Index: llvm/trunk/include/llvm/IR/IntrinsicsNVVM.td
===================================================================
--- llvm/trunk/include/llvm/IR/IntrinsicsNVVM.td
+++ llvm/trunk/include/llvm/IR/IntrinsicsNVVM.td
@@ -3673,11 +3673,19 @@
 class PTXReadSRegIntrinsic_r32<string name>
   : Intrinsic<[llvm_i32_ty], [], [IntrNoMem]>,
     GCCBuiltin<"__nvvm_read_ptx_sreg_" # name>;
-
 class PTXReadSRegIntrinsic_r64<string name>
   : Intrinsic<[llvm_i64_ty], [], [IntrNoMem]>,
     GCCBuiltin<"__nvvm_read_ptx_sreg_" # name>;
 
+// Intrinsics to read registers with non-constant values. E.g. the values that
+// do change over the kernel lifetime. Such reads should not be CSE'd.

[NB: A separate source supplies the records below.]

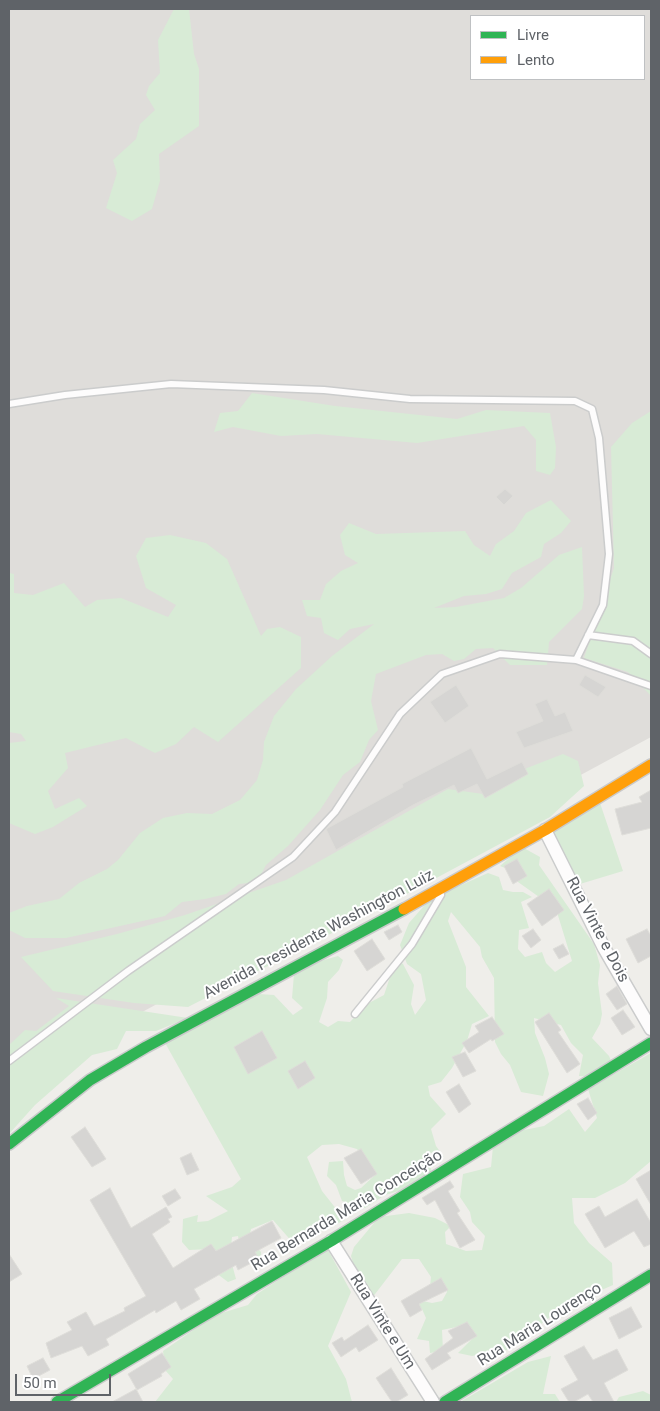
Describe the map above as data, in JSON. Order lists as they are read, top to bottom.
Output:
{
  "streets": {
    "street": [
      "Rua Vinte e Dois",
      "Avenida Presidente Washington Luiz",
      "Rua Bernarda Maria Conceição",
      "Rua Vinte e Um",
      "Rua Maria Lourenço"
    ]
  },
  "crossings": [
    ["Rua Vinte e Dois", "Avenida Presidente Washington Luiz"],
    ["Rua Bernarda Maria Conceição", "Rua Vinte e Um"]
  ],
  "legend": ["Livre", "Lento"],
  "scale_bar": "50 m"
}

+class PTXReadNCSRegIntrinsic_r32<string name>
+  : Intrinsic<[llvm_i32_ty], [], [IntrInaccessibleMemOnly]>,
+    GCCBuiltin<"__nvvm_read_ptx_sreg_" # name>;
+class PTXReadNCSRegIntrinsic_r64<string name>
+  : Intrinsic<[llvm_i64_ty], [], [IntrInaccessibleMemOnly]>,
+    GCCBuiltin<"__nvvm_read_ptx_sreg_" # name>;
+
 defm int_nvvm_read_ptx_sreg_tid : PTXReadSRegIntrinsic_v4i32<"tid">;
 defm int_nvvm_read_ptx_sreg_ntid : PTXReadSRegIntrinsic_v4i32<"ntid">;
 
@@ -3703,13 +3711,13 @@
 def int_nvvm_read_ptx_sreg_lanemask_gt :
     PTXReadSRegIntrinsic_r32<"lanemask_gt">;
 
-def int_nvvm_read_ptx_sreg_clock : PTXReadSRegIntrinsic_r32<"clock">;
-def int_nvvm_read_ptx_sreg_clock64 : PTXReadSRegIntrinsic_r64<"clock64">;
+def int_nvvm_read_ptx_sreg_clock : PTXReadNCSRegIntrinsic_r32<"clock">;
+def int_nvvm_read_ptx_sreg_clock64 : PTXReadNCSRegIntrinsic_r64<"clock64">;
 
-def int_nvvm_read_ptx_sreg_pm0 : PTXReadSRegIntrinsic_r32<"pm0">;
-def int_nvvm_read_ptx_sreg_pm1 : PTXReadSRegIntrinsic_r32<"pm1">;
-def int_nvvm_read_ptx_sreg_pm2 : PTXReadSRegIntrinsic_r32<"pm2">;
-def int_nvvm_read_ptx_sreg_pm3 : PTXReadSRegIntrinsic_r32<"pm3">;
+def int_nvvm_read_ptx_sreg_pm0 : PTXReadNCSRegIntrinsic_r32<"pm0">;
+def int_nvvm_read_ptx_sreg_pm1 : PTXReadNCSRegIntrinsic_r32<"pm1">;
+def int_nvvm_read_ptx_sreg_pm2 : PTXReadNCSRegIntrinsic_r32<"pm2">;
+def int_nvvm_read_ptx_sreg_pm3 : PTXReadNCSRegIntrinsic_r32<"pm3">;
 
 def int_nvvm_read_ptx_sreg_warpsize : PTXReadSRegIntrinsic_r32<"warpsize">;
 
Index: llvm/trunk/test/CodeGen/NVPTX/intrinsics.ll
===================================================================
--- llvm/trunk/test/CodeGen/NVPTX/intrinsics.ll
+++ llvm/trunk/test/CodeGen/NVPTX/intrinsics.ll
@@ -94,6 +94,43 @@
   ret i32 %zext
 }
 
+; Most of nvvm.read.ptx.sreg.* intrinsics always return the same value and may
+; be CSE'd.
+; CHECK-LABEL: test_tid
+define i32 @test_tid() {
+; CHECK: mov.u32         %r{{.*}}, %tid.x;
+  %a = tail call i32 @llvm.nvvm.read.ptx.sreg.tid.x()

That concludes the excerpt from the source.